> But I think they should nevertheless be kept up to date as
> otherwise we have no compile time check that the module will indeed work in
> the trunk version of the launcher. So I think we should regularly run a
UnitTest are executed using compile time dependencies
Integration test do check the runtime dependencies.
So I do not see a problem with that.
In addition one has to consider that the OSGI dependency management is
anyway different from the maven one.
To give two examples (for details have a look at the Semantic
Versioning Whitepaper [1])
1. consumer and provider policy: Stanbol uses (since STANBOL-774)
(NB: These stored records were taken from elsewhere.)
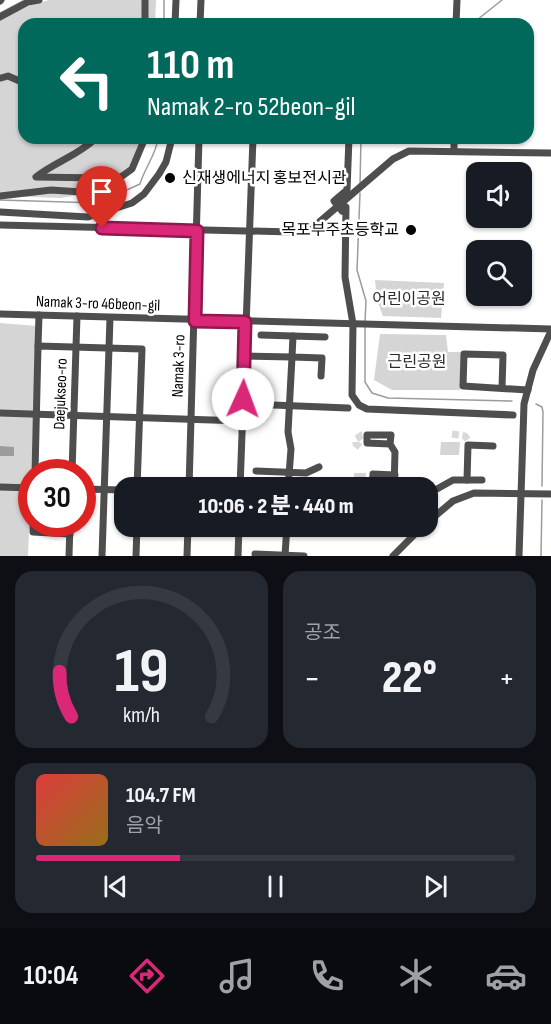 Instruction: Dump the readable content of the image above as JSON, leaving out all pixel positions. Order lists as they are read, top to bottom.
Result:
{
  "streets": {
    "street": ["Namak 3-ro 46beon-gil", "Namak 3-ro", "Daejukseo-ro"]
  },
  "crossings": [
    ["Namak 3-ro 46beon-gil", "Namak 3-ro"],
    ["Namak 3-ro 46beon-gil", "Daejukseo-ro"]
  ],
  "parks": ["어린이공원", "근린공원"],
  "places": ["신재생에너지 홍보전시관", "목포부주초등학교"],
  "page": {
    "turn": ["110 m", "Namak 2-ro 52beon-gil"],
    "limit": "30",
    "trip": "10:06 · 2 분 · 440 m",
    "tile": "공조",
    "heat": ["−", "22°", "+"],
    "song": ["104.7 FM", "음악"],
    "tabs": "10:04",
    "gauge": ["19", "km/h"]
  }
}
-provider-policy : ${range;[==,=+)}
-consumer-policy : ${range;[==,+)}
That means that by default dependencies do use a version range of
[==,+). However this is not feasible for imported packages that are
implemented by an module, as minor versions may e.g. extend an
interface by an additional method. So for such cases the import needs
to be marked with the provider-policy to ensure [==,=+).
2. Dependency management in maven is on module level where for OSGI
uses a package level granularity.
Depending on the latest version undermines version ranges (especially
for consumer-policy dependencies) - [==,=+) where the left side is the
most current version means basically that there is no version range at
all.
- - -
While such things are not really visible as long as you run everything
within the OSGI environment it starts really to hurt as soon as you
want to access services form outside of OSGI (e.g. when you run
Stanbol in an embedded OSGI environment). In such settings one needs
to expose all packages of used interfaces via the system bundle and
therefore you do not have the possibility to use different versions of
the same class.
But also within OSGI there are some disadvantages one might encounter.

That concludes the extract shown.